Being autistic, adhd and random stuff

Well the only reason that I've failed to obtain an official diagnosis is because there is only one specialist employed to cover a massively populated geographical area, and his expertise is based upon his own asperger experience. ie: "you fill the multiple choice questionaire with limited options that don't fit and if they don't tell me what I want to hear then I'm not interested in you as a client". I can't name him because I don't wish to face another court case. I've won every one that I've had to deal with but I just don't want the pain of it all. He's a charlatan and there's nothing I can do about it short of moving to another location where I'd be totally lost and know absolutely no-one.
The problem arises out of a health service run by a government that isn't interested in investing in adult mental health services unless there's a backhander or two somewhere along the line.
 
Well finally - I've got an expert to admit he's wrong... well maybe not just me!!

Not long after I was diagnosed, I saw a YT lecture fronted by world-leading autism expert, Prof Simon Baron Cohen, extolling his concept of "extreme male brain" to a spell-bound audience. Now he admits, not so much that he was wrong but that people misunderstood him...Oh how often we have heard this plaintive cry?

I nearly had a coffee spew moment when I read the linked article further, to find this quote
"I can't generalise, but many autistic people think differently..." I'm not kidding - he said that out loud! :rolleyes::LOL:

Like the recently, and rightly disgraced, Uta Frith, Baron Cohen deserves to be ignored and ridiculed.
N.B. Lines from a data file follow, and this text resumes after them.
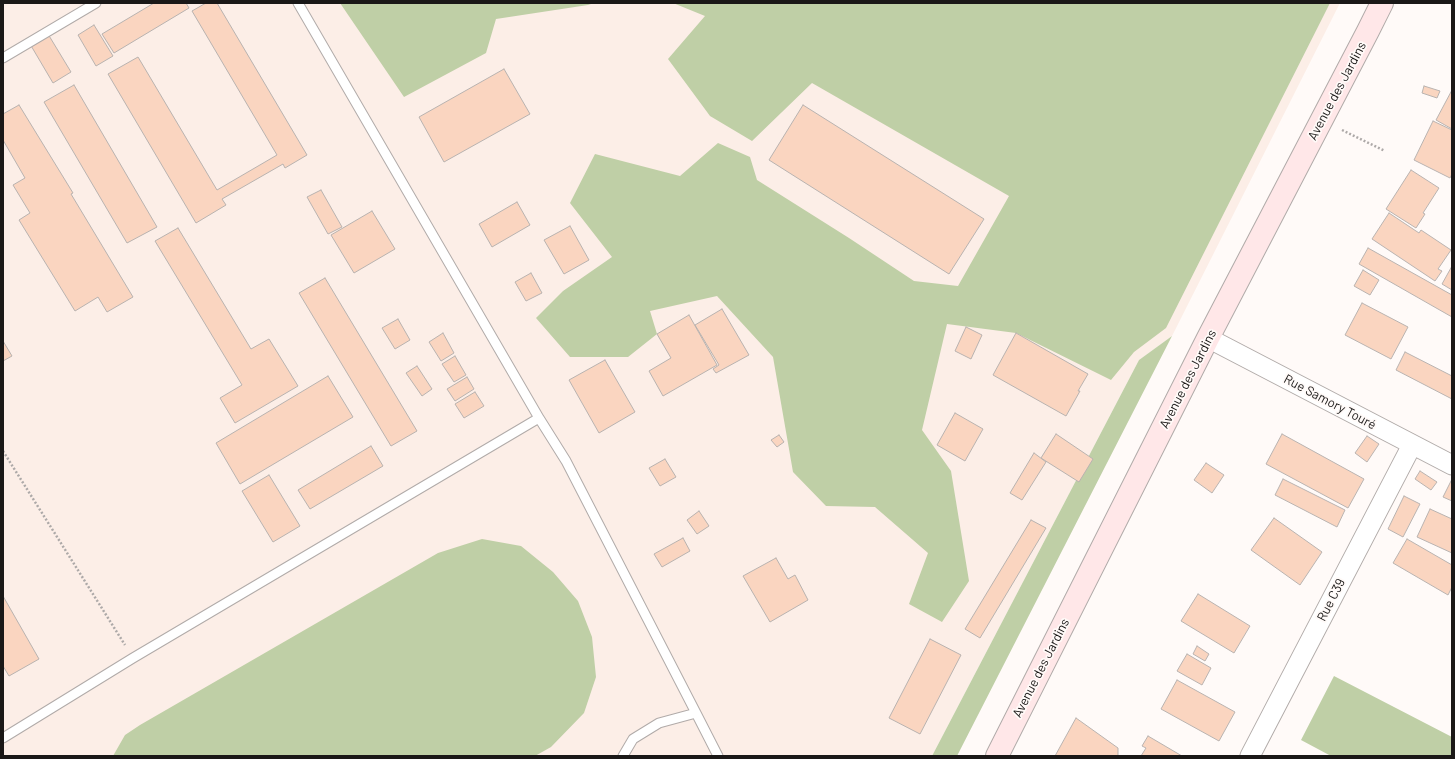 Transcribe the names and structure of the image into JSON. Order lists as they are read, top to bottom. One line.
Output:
{"streets":{"main road":["Avenue des Jardins"],"street":["Rue Samory Touré","Rue C39"]},"crossings":[["Avenue des Jardins","Rue Samory Touré"],["Rue Samory Touré","Rue C39"]]} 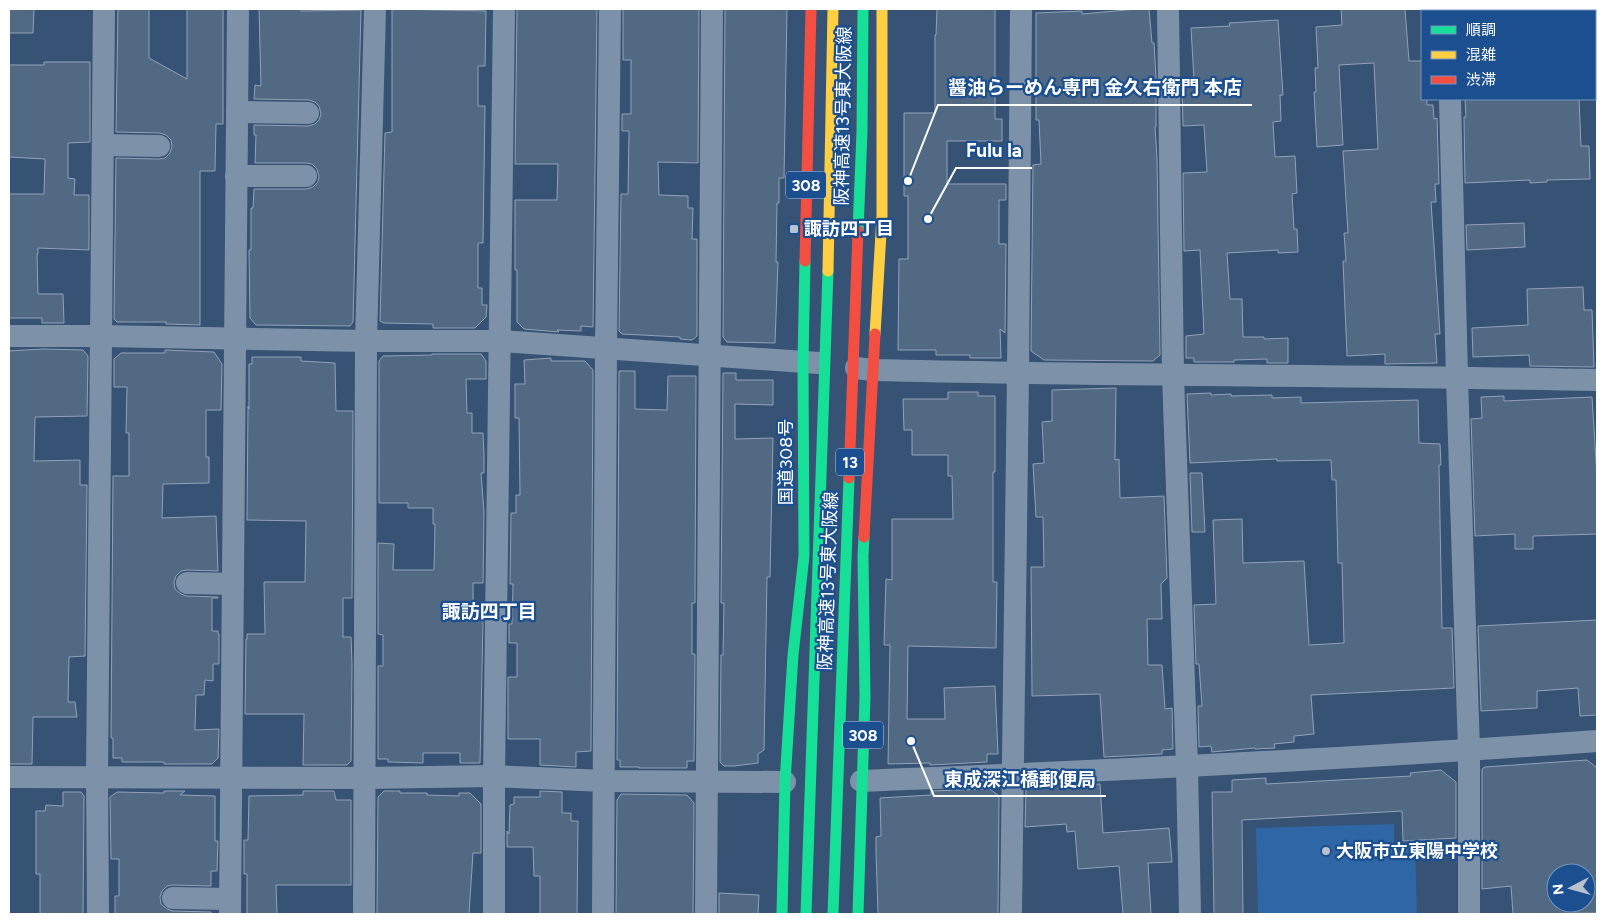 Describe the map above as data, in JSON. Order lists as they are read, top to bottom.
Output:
{
  "streets": {
    "highway": [
      "阪神高速13号東大阪線",
      "308",
      "国道308号",
      "13"
    ]
  },
  "districts": ["諏訪四丁目"],
  "places": {
    "other": [
      "醤油らーめん専門 金久右衛門 本店",
      "Fulu la",
      "東成深江橋郵便局",
      "大阪市立東陽中学校"
    ],
    "transit": ["諏訪四丁目"]
  },
  "legend": ["順調", "混雑", "渋滞"],
  "north": "left"
} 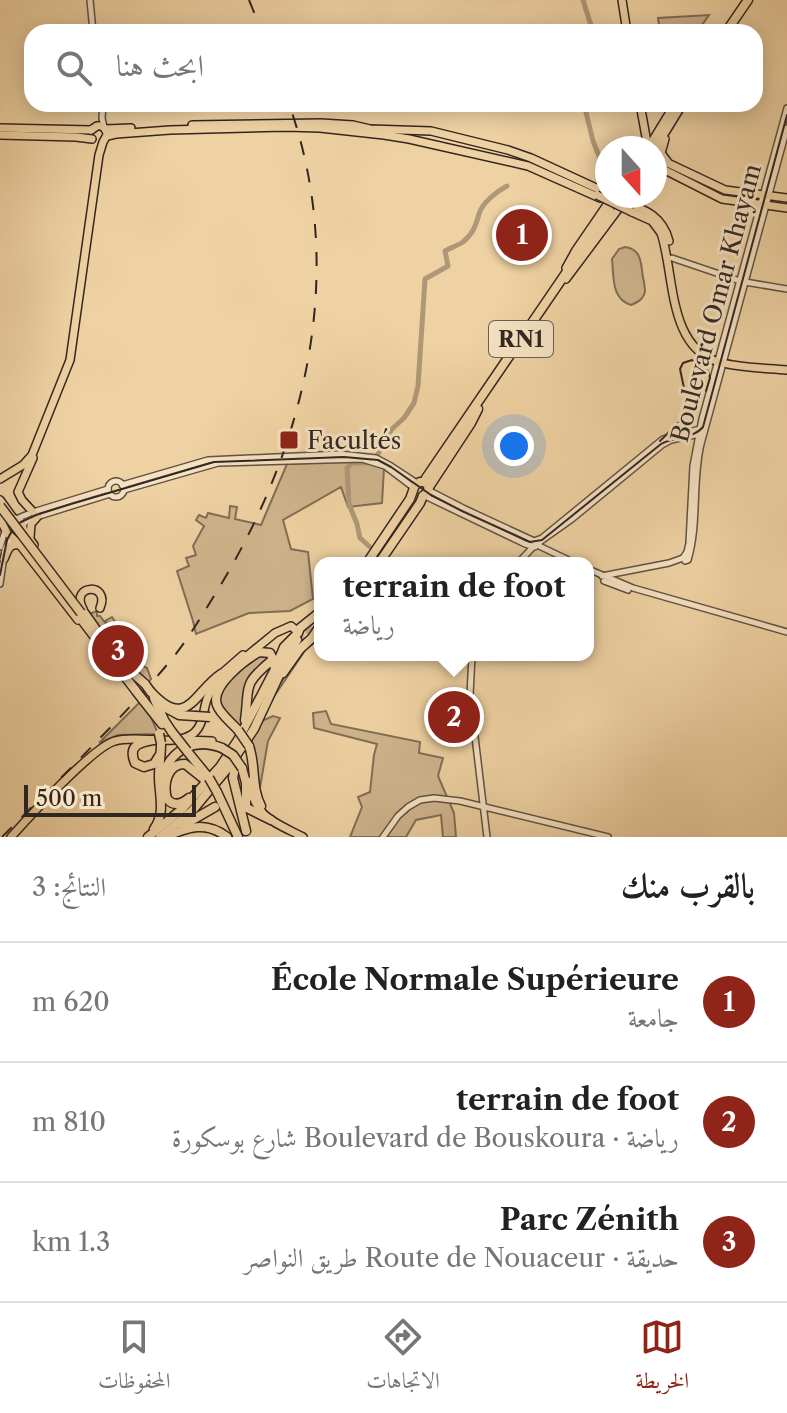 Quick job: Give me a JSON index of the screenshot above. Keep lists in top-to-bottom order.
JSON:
{
  "streets": {
    "highway": ["RN1"],
    "street": ["Boulevard Omar Khayam"]
  },
  "places": {
    "transit": ["Facultés"]
  },
  "scale_bar": "500 m",
  "north": "bottom",
  "page": {
    "search": "ابحث هنا",
    "pins": ["1", "3", "2"],
    "popup": ["terrain de foot", "رياضة"],
    "scale": "500 m",
    "heading": ["بالقرب منك", "النتائج: 3"],
    "list": [
      {
        "mark": "1",
        "name": "École Normale Supérieure",
        "note": "جامعة",
        "value": "620 m"
      },
      {
        "mark": "2",
        "name": "terrain de foot",
        "note": "رياضة · Boulevard de Bouskoura شارع بوسكورة",
        "value": "810 m"
      },
      {
        "mark": "3",
        "name": "Parc Zénith",
        "note": "حديقة · Route de Nouaceur طريق النواصر",
        "value": "1.3 km"
      }
    ],
    "nav": ["الخريطة", "الاتجاهات", "المحفوظات"]
  }
}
He emerged back in the day when to be become an entitled academic, one only had to write papers full of made-up terms and then make sure one introduced long pauses in interviews to suggest he was thinking deeply and meaningfully. He's a fraud.

WHY DON"T THEY ASK US?
I suspect that we do think a bit differently, but that’s a good thing.
 
Well the only reason that I've failed to obtain an official diagnosis is because there is only one specialist employed to cover a massively populated geographical area, and his expertise is based upon his own asperger experience. ie: "you fill the multiple choice questionaire with limited options that don't fit and if they don't tell me what I want to hear then I'm not interested in you as a client". I can't name him because I don't wish to face another court case. I've won every one that I've had to deal with but I just don't want the pain of it all. He's a charlatan and there's nothing I can do about it short of moving to another location where I'd be totally lost and know absolutely no-one.
The problem arises out of a health service run by a government that isn't interested in investing in adult mental health services unless there's a backhander or two somewhere along the line.
I was a bit surprised when I did not have a major fight on my hands when I wanted to get checked out. My health care is through my wife's retirement plan, and is pretty good, plus we are close to a major University Medical School, so there tends to be no shortage of docs apart from decent PCPs. However, it took two different doctors to come up with a diagnosis. Doc 1 was not interested in Autism/ADHD, so he simply screened me for early outset dementia, which was what the wife was convinced I was showing signs of having. :rolleyes: Doc 2 ran the standard diagnostic tests on me and came to the conclusion that I am both ASD-1 and inattentive ADHD, and that medication might not be all that helpful because whilst it would damp down the ADHD it would make the ASD more noticeable. I suspect he rather enjoyed having me through his office as I am not ignorant of the basics in his field, and that made his life a little easier. Anyway, the upshot was that he suggested finding a counsellor. I was already doing that because I was having some emotional problems, and already suspected I was ASD-1.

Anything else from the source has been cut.